Casenovole rappresentava nel 1944 una delle piccole comunità contadine e case sparse di cui è ricco il nostro territorio, e che oggi sono soggette a un inesorabile e diffuso abbandono.
Il luogo - oggi pressochè sconosciuto, raggiungibile tramite anonime strade bianche e senza nessuna indicazione - dopo l’armistizio divenne un importante punto di riferimento di rifugio per i partigiani della zona, e luogo dell’arresto dei fratelli Tani, Don Giuseppe - parroco di Casenovole, e Sante, figura chiave della resistenza aretina.
La visita di Casenovole sorprende proprio perchè è difficile immaginarsi una comunità, testimoniata dal suo cimitero e dalla sua chiesa, in quello che oggi di fatto è un non-luogo. Questo racconto-percorso è un invito a riscoprire questi luoghi, in un suggestivo percorso tra storia e memoria, e conoscere la storia di Sante Tani.
Il percorso
Per raggiungere Casenovole, si deve percorrere la strada provinciale della Libbia in direzione Anghiari. Giunti al Valico della Scheggia, si continua per circa 1.8 km fino a incontrare sulla sinistra una strada bianca in salita. Si parcheggia nello slargo antistante la strada bianca.
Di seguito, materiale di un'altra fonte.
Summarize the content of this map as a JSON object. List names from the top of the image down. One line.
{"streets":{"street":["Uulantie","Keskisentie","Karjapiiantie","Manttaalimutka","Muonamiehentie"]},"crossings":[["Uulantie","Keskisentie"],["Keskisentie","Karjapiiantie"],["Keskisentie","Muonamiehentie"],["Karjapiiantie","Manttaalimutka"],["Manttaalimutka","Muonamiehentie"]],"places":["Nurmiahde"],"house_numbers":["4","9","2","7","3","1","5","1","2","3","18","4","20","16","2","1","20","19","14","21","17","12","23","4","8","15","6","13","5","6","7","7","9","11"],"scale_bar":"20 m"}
Ci si incammina verso l’abitato di Casenovole, che si trova salendo la strada bianca per circa 1.3 km. Si supera una prima abitazione sulla sinistra, per poi trovare successivamente una grande abitazione sulla destra. Poco più avanti si trova, in parte coperta dalla vegetazione, il retro della Chiesa di S. Maria in Casenovole.
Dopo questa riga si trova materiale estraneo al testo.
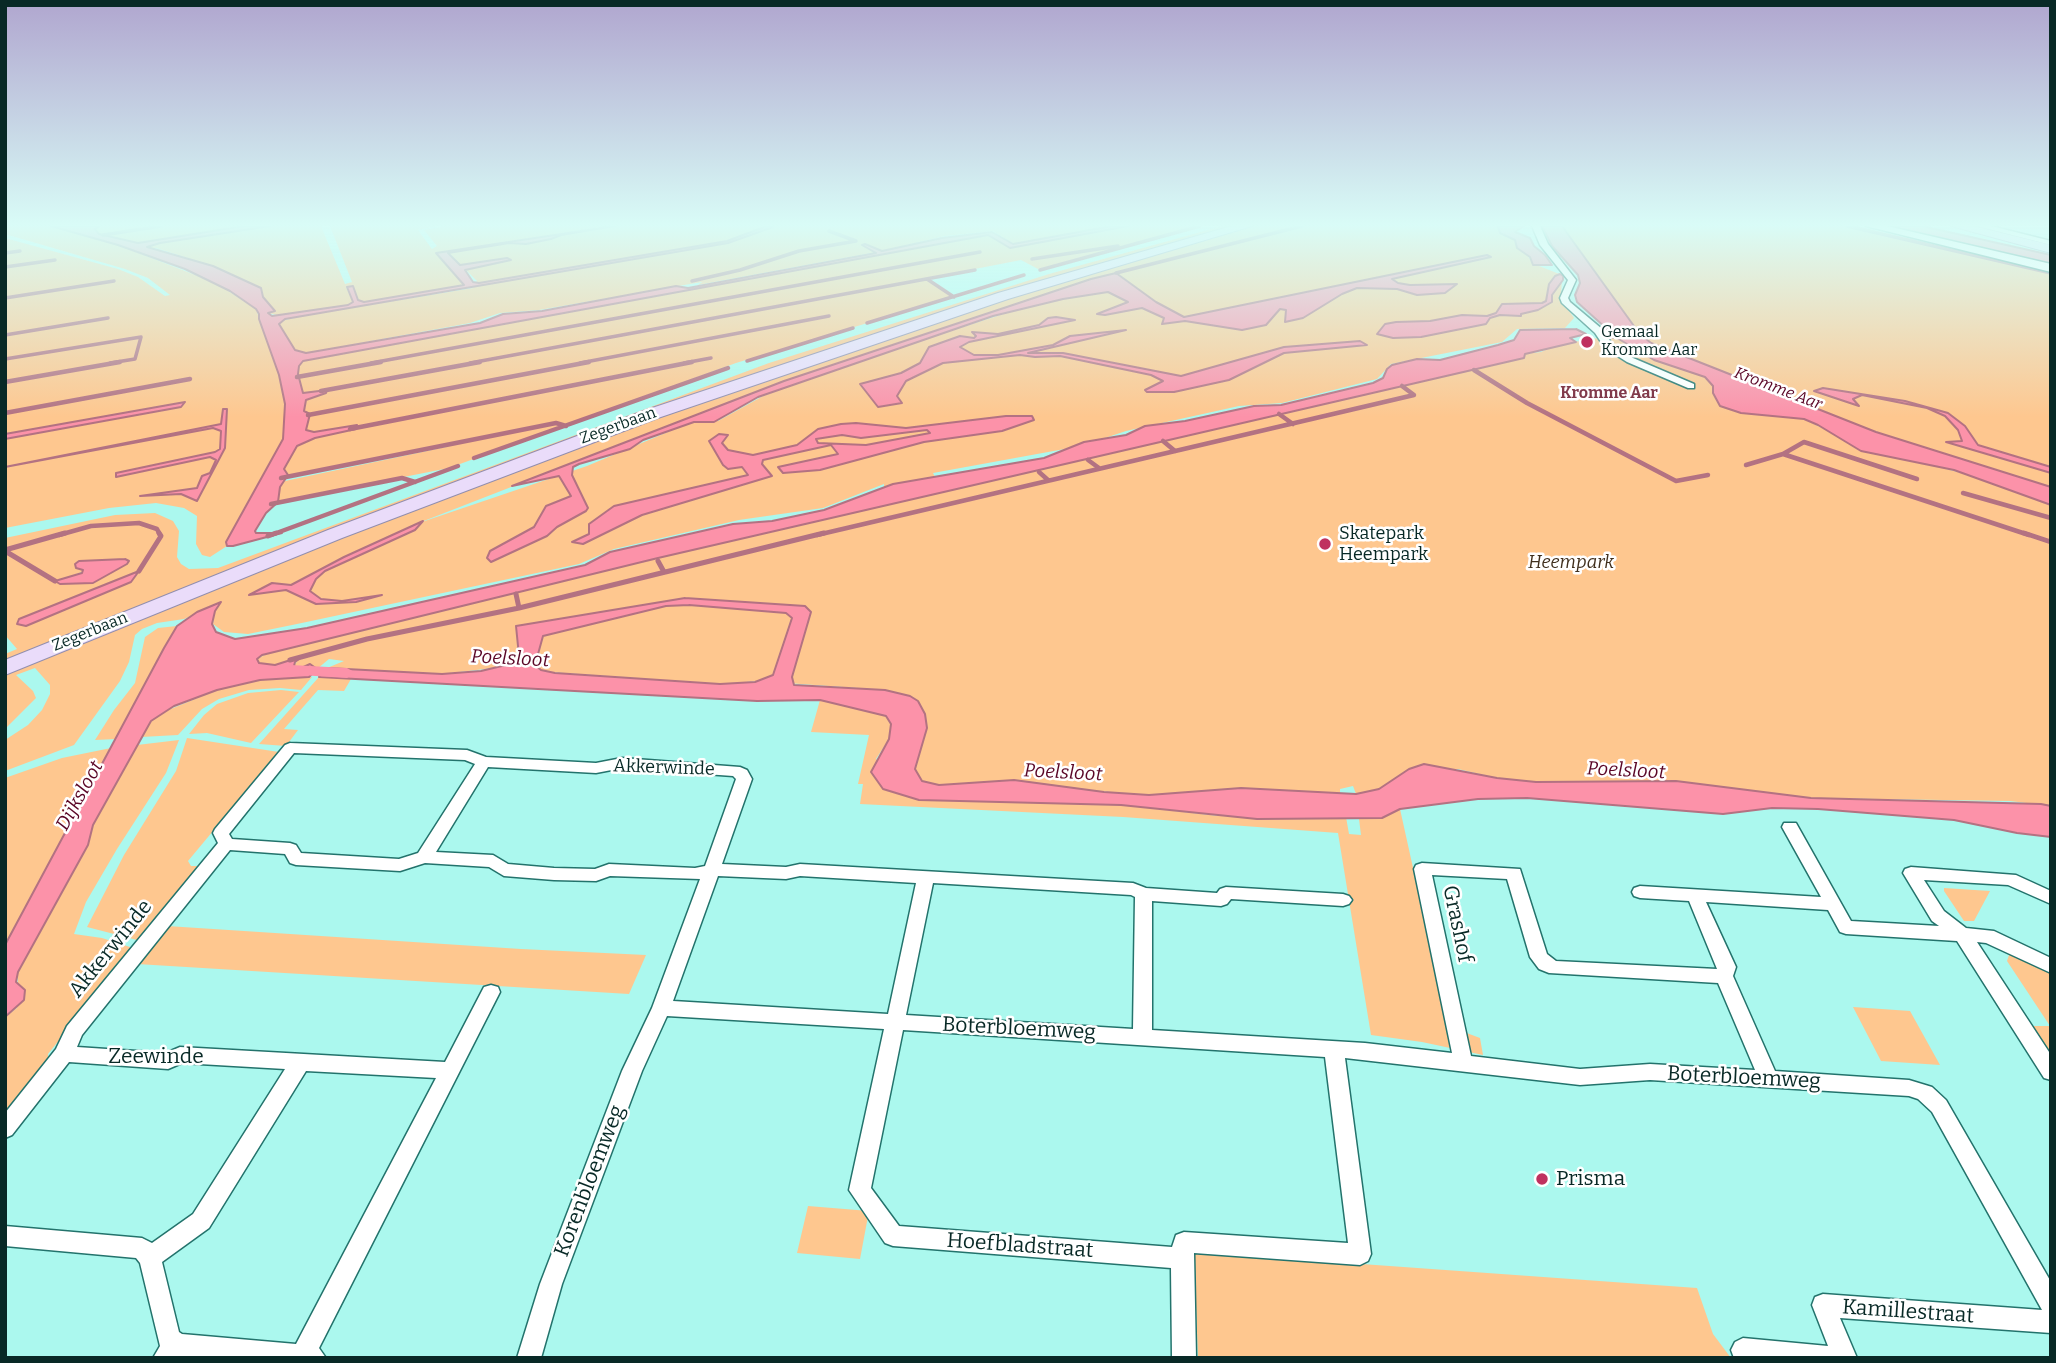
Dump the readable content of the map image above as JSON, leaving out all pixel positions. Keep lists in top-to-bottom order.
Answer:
{
  "streets": {
    "main road": ["Zegerbaan"],
    "street": [
      "Akkerwinde",
      "Grashof",
      "Boterbloemweg",
      "Zeewinde",
      "Korenbloemweg",
      "Hoefbladstraat",
      "Kamillestraat"
    ]
  },
  "crossings": [
    ["Akkerwinde", "Boterbloemweg"],
    ["Akkerwinde", "Zeewinde"],
    ["Akkerwinde", "Korenbloemweg"],
    ["Grashof", "Boterbloemweg"],
    ["Boterbloemweg", "Korenbloemweg"],
    ["Boterbloemweg", "Hoefbladstraat"]
  ],
  "districts": ["Kromme Aar"],
  "water": ["Kromme Aar", "Poelsloot", "Dijksloot"],
  "parks": ["Heempark"],
  "places": ["Gemaal Kromme Aar", "Skatepark Heempark", "Prisma"]
}
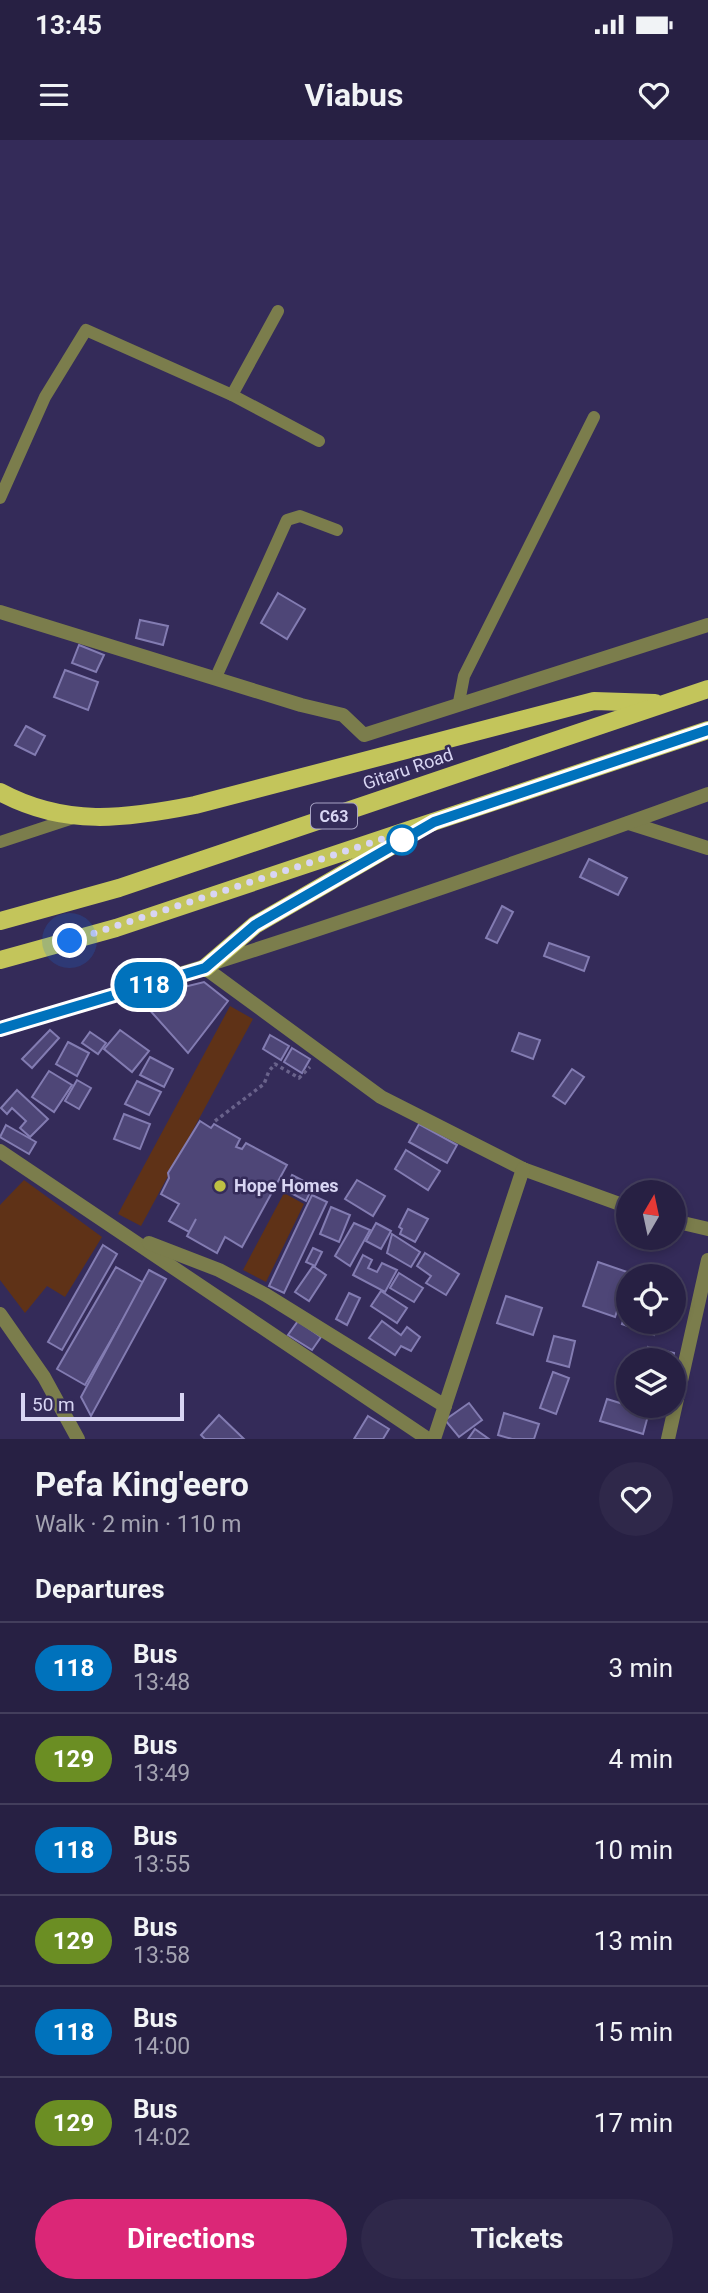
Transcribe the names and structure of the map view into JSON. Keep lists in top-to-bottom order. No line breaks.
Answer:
{"streets":{"main road":["Gitaru Road","C63"]},"places":["Hope Homes"],"lines":["bus line 118"],"scale_bar":"50 m","north":"top","page":{"status":"13:45","header":"Viabus","on_map":"118","scale":"50 m","heading":[["Pefa King'eero","Walk · 2 min · 110 m"],"Departures"],"list":[{"mark":"118","name":"Bus","note":"13:48","value":"3 min"},{"mark":"129","name":"Bus","note":"13:49","value":"4 min"},{"mark":"118","name":"Bus","note":"13:55","value":"10 min"},{"mark":"129","name":"Bus","note":"13:58","value":"13 min"},{"mark":"118","name":"Bus","note":"14:00","value":"15 min"},{"mark":"129","name":"Bus","note":"14:02","value":"17 min"}],"buttons":["Directions","Tickets"]}}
Nella parte anteriore si può vedere la facciata, con la porta chiusa, ma che lascia uno spiraglio dal quale si può osservare l’interno della chiesa, per constatare le condizioni precarie in cui versa. Esternamente, a destra della porta, si può leggere la targa che ricorda che proprio qui venne catturato Don Giuseppe Tani, insieme al fratello di Sante, uno dei capi morali della Resistenza aretina, e ad Aroldo Rossi.



Si continua il nostro percorso sul sentiero che costeggia sulla destra la chiesa e sale in leggera salita. Sulla destra comincia a vedersi il poggio del castello di Montauto…

Troviamo un primo bivio, e prendiamo a dritto nello stretto sentiero che passa dal cimitero di Casenovole. A destra il sentiero porterebbe a Sigliano, da dove “sbucheremo” al ritorno.


Si prosegue oltre lungo la strada poderale, fino a che avvistiamo sulla destra un podere (Sommoville). Proseguiamo oltre fino all’incrocio con una strada bianca.

Qui a destra possiamo andare a visitare il podere di Sommoville, per poi tornare sui nostri passi per proseguire sulla strada bianca


La strada bianca sale leggermente e incrocia una strada bianca - che corrisponde al sentiero 10A, che prendiamo a destra, sempre in leggera salita.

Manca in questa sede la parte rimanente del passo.